Newtown buries school massacre dead
AFP
December 17, 2012 07:48 MYT
December 17, 2012 07:48 MYT
Heart-rending funerals were held Monday for two six-year-old boys, as America began to say farewell to the 20 children slain in a school shooting that has sparked calls for new gun laws.
The first burials, held under raw, wet skies, were of a pair of boys who were among those shot in Sandy Hook Elementary School, in Newtown, Connecticut. On Tuesday, the first of the girls, also aged six, was to be laid to rest.
In all, on Friday, the gunman slaughtered 20 children aged between six and seven, six adults working at the school and his own mother, before turning one of his arsenal of high-powered firearms on himself.
"You see little coffins and your heart has to ache," said state governor Dannel Malloy.
The family of six-year-old Jack Pinto gathered at a funeral home in a century-old building in the center of the Connecticut town. Some 20 children of different ages came to bid him farewell.
Jack Wellman, an eighth-grader who helped coach Jack in wrestling, said teammates placed their sports medals in his coffin.
"He was an excellent kid," Wellman said at a nearby deli afterwards.
Another well-wisher was overwhelmed. "I just cannot describe it, it was sad. The message was just comforting," she said. "Our hearts are heavy."
All schools in this prosperous and picturesque town northeast of New York City were shut until at least Tuesday and the blood-spattered elementary school itself was to remain a closed crime scene indefinitely, authorities said.
"Healing is still going on," Newtown police Lieutenant George Sinko said.

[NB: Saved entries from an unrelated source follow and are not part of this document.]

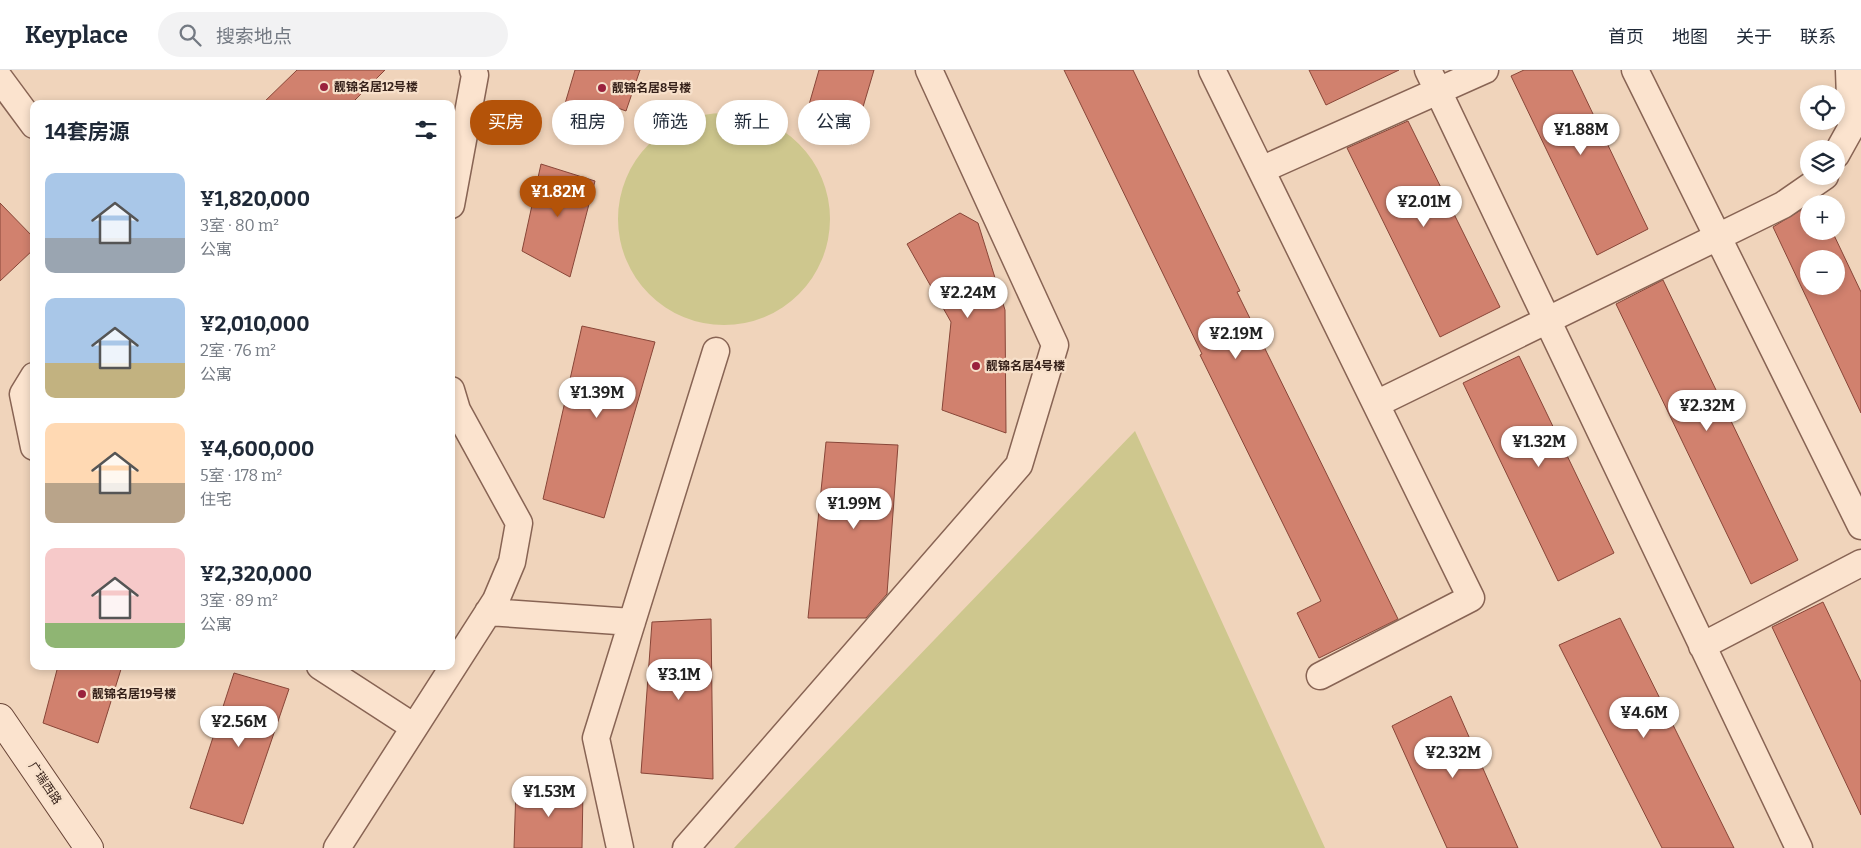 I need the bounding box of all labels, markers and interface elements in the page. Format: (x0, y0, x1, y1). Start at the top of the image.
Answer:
search box (158, 12, 508, 57)
text: Keyplace (25, 21, 128, 49)
icon: search (176, 21, 204, 49)
text: 搜索地点 (216, 25, 292, 48)
text: 首页 (1608, 26, 1644, 48)
text: 地图 (1672, 26, 1708, 48)
text: 关于 (1736, 26, 1772, 48)
text: 联系 (1800, 26, 1836, 48)
place label: 靓锦名居12号楼 (334, 80, 418, 94)
marker: 靓锦名居12号楼 (318, 81, 330, 93)
place label: 靓锦名居8号楼 (612, 81, 691, 95)
marker: 靓锦名居8号楼 (596, 82, 608, 94)
map controls (1800, 85, 1845, 295)
button: locate (1800, 85, 1845, 130)
chip: 买房 (470, 100, 542, 145)
chip: 租房 (552, 100, 624, 145)
chip: 筛选 (634, 100, 706, 145)
chip: 新上 (716, 100, 788, 145)
chip: 公寓 (798, 100, 870, 145)
pin: ¥1.88M (1540, 114, 1622, 156)
icon: filters (412, 116, 440, 144)
text: 14套房源 (45, 119, 130, 145)
text: ¥1.88M (1554, 120, 1608, 139)
button: layers (1800, 140, 1845, 185)
pin: ¥1.82M (517, 176, 599, 218)
text: ¥1.82M (531, 182, 585, 201)
text: ¥1,820,000 (200, 186, 310, 212)
pin: ¥2.01M (1383, 186, 1465, 228)
text: ¥2.01M (1397, 192, 1451, 211)
icon: home (85, 193, 145, 253)
button: + (1800, 195, 1845, 240)
text: 3室 · 80 m² (200, 216, 279, 235)
text: 公寓 (200, 240, 232, 259)
button: − (1800, 250, 1845, 295)
pin: ¥2.24M (927, 276, 1009, 319)
text: ¥2.24M (940, 283, 996, 302)
text: ¥2,010,000 (200, 311, 309, 337)
icon: home (85, 318, 145, 378)
pin: ¥2.19M (1195, 318, 1277, 360)
text: ¥2.19M (1209, 324, 1263, 343)
text: 2室 · 76 m² (200, 341, 276, 360)
place label: 靓锦名居4号楼 (986, 359, 1065, 373)
marker: 靓锦名居4号楼 (970, 360, 982, 372)
text: 公寓 (200, 365, 232, 384)
pin: ¥1.39M (556, 376, 638, 419)
text: ¥1.39M (570, 383, 624, 402)
pin: ¥2.32M (1666, 390, 1748, 432)
text: ¥2.32M (1679, 396, 1735, 415)
pin: ¥1.32M (1498, 426, 1580, 468)
text: ¥1.32M (1512, 432, 1566, 451)
text: ¥4,600,000 (200, 436, 314, 462)
icon: home (85, 443, 145, 503)
text: 5室 · 178 m² (200, 466, 282, 485)
pin: ¥1.99M (813, 488, 895, 530)
text: 住宅 (200, 490, 232, 509)
text: ¥1.99M (827, 494, 881, 513)
text: ¥2,320,000 (200, 561, 312, 587)
icon: home (85, 568, 145, 628)
text: 3室 · 89 m² (200, 591, 278, 610)
text: 公寓 (200, 615, 232, 634)
pin: ¥3.1M (644, 658, 714, 701)
text: ¥3.1M (657, 665, 701, 684)
place label: 靓锦名居19号楼 (92, 687, 176, 701)
marker: 靓锦名居19号楼 (76, 688, 88, 700)
pin: ¥4.6M (1609, 696, 1679, 739)
text: ¥4.6M (1620, 703, 1668, 722)
pin: ¥2.56M (198, 706, 280, 748)
text: ¥2.56M (211, 712, 267, 731)
pin: ¥2.32M (1412, 736, 1494, 779)
text: ¥2.32M (1425, 743, 1481, 762)
street label: 广瑞西路 (26, 759, 64, 807)
pin: ¥1.53M (508, 776, 590, 818)
text: ¥1.53M (522, 782, 576, 801)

In the nearby town of Ridgefield, reports of a suspicious person prompted the brief lockdown and deployment of police Monday at schools, in a sign of the jitters in the United States in the wake of the killings.
For Newtown, a quiet suburban community where the 20-year-old killer lived with his well-off mother, the start of funerals did nothing to heal wounds.

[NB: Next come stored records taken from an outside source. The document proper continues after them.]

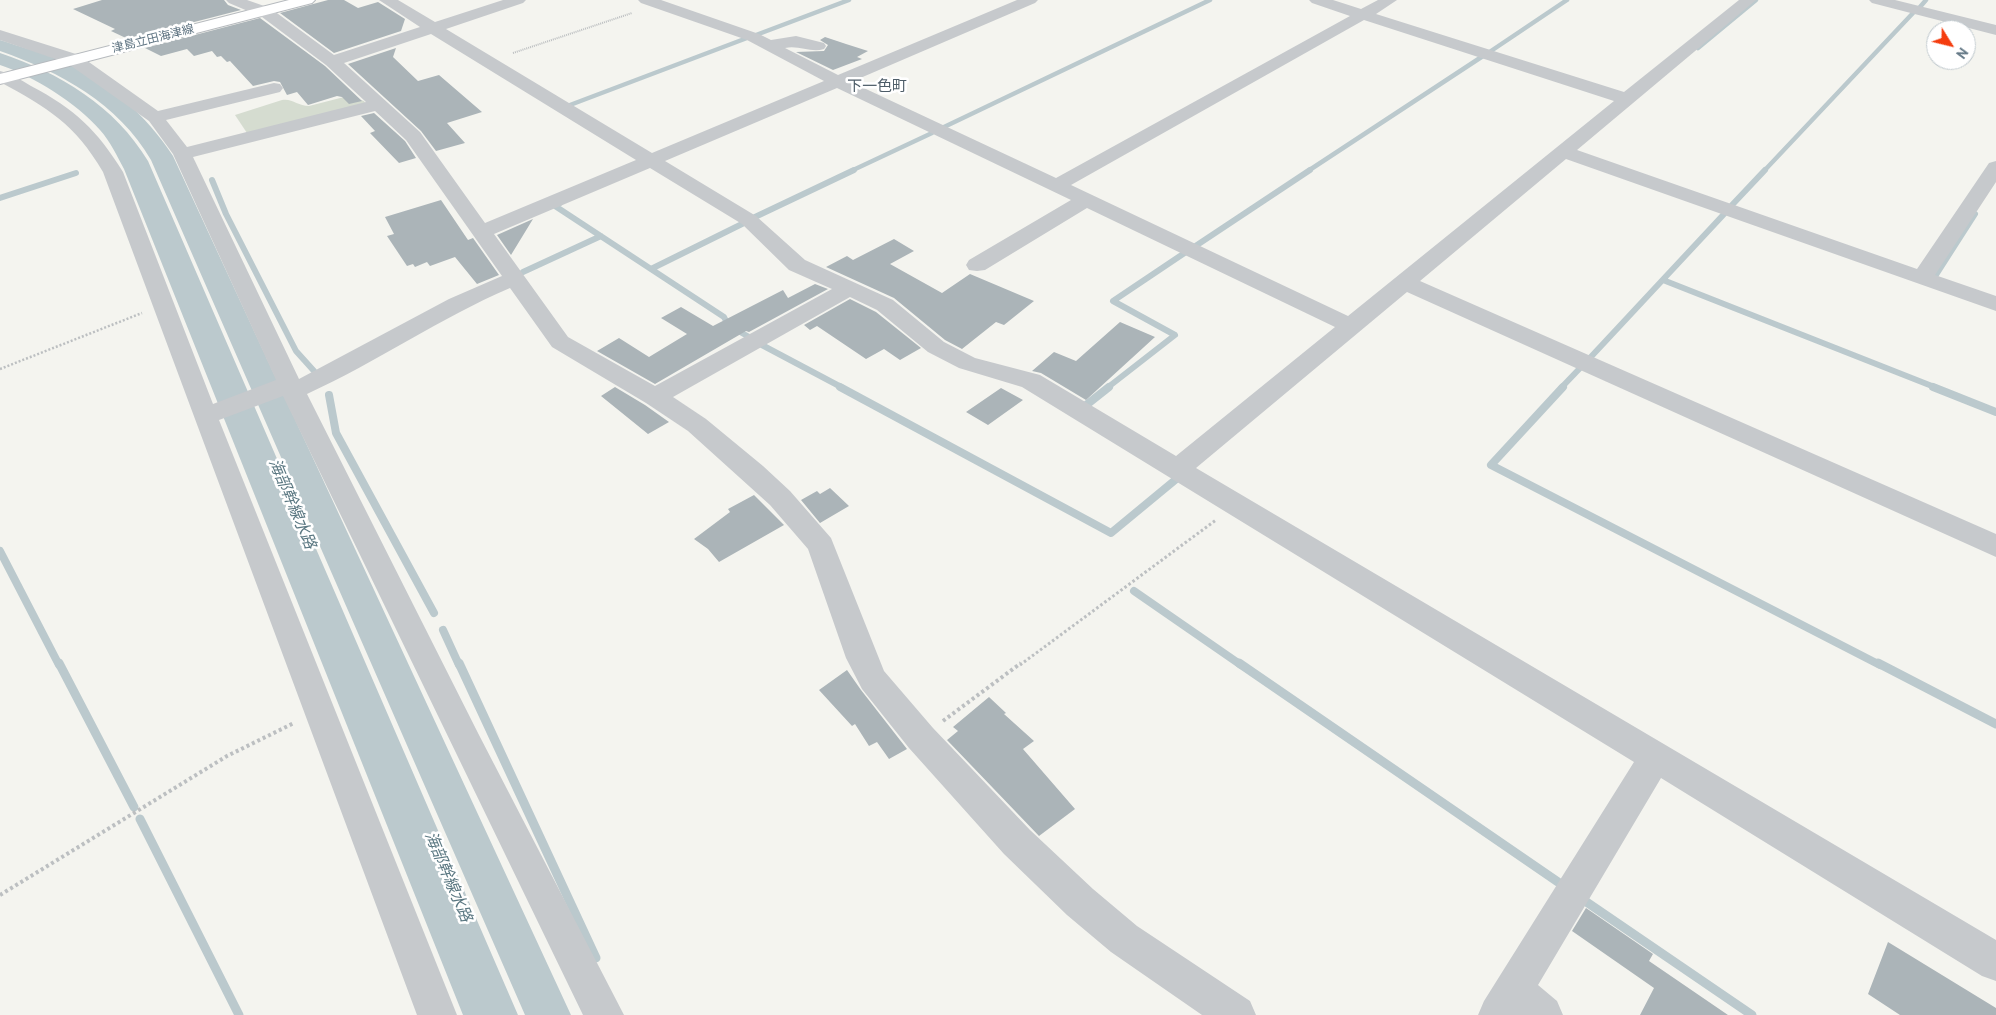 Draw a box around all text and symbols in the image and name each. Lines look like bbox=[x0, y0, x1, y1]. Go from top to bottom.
north arrow bbox=[1926, 20, 1976, 70]
street label: 津島立田海津線 bbox=[111, 22, 195, 56]
text: N bbox=[1952, 44, 1972, 62]
district label: 下一色町 bbox=[847, 78, 907, 96]
water label: 海部幹線水路 bbox=[264, 456, 320, 552]
water label: 海部幹線水路 bbox=[420, 829, 476, 925]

But the crime, in which the shooter carried a high-powered, military style rifle and two handguns, may have spurred change in the political landscape regarding rules on weapons ownership.
The Senate held a moment's silence in Washington, as several Democratic lawmakers who had previously opposed gun control changed their stance.
Late Sunday, President Barack Obama joined a vigil in Newtown and pledged to work for an end to mass shootings, which have now become a regular event in the United States -- with half-a-dozen massacres since Obama took office.
"These tragedies must end," Obama said, appearing to commit himself to a push for reform in his second White House term, possibly by urging the restoration of a federal ban on assault weapons like the one used in Newtown.
But hopes that the president might have a plan to address the issue were dashed on Monday, when his spokesman Jay Carney said: "I don't have a specific agenda to announce to you today."
Voters meanwhile rushed to sign an online petition on the White House website calling for tougher gun laws -- 158,000 signed in three days, the fastest ever burst of support in the site's history.
Democratic Senator Dianne Feinstein of California promised to introduce a bill to ban assault weapons on the first day of the next Congress, January 3.
And on Monday, Senator Joe Lieberman of Connecticut called for a broad commission that could bring opponents on the issue together to discuss curbing gun deaths.
Each year, more than 31,000 Americans die from gunshots, most of them self-inflicted, but more than 11,000 in homicides -- five times as many as the death toll for US troops during an entire decade of conflict in Afghanistan.
"We've got to bring everybody to the table, including the gun manufacturers and the gun rights groups and the entertainment industry and just regular people," Lieberman, a Democrat-turned-independent, told Fox News.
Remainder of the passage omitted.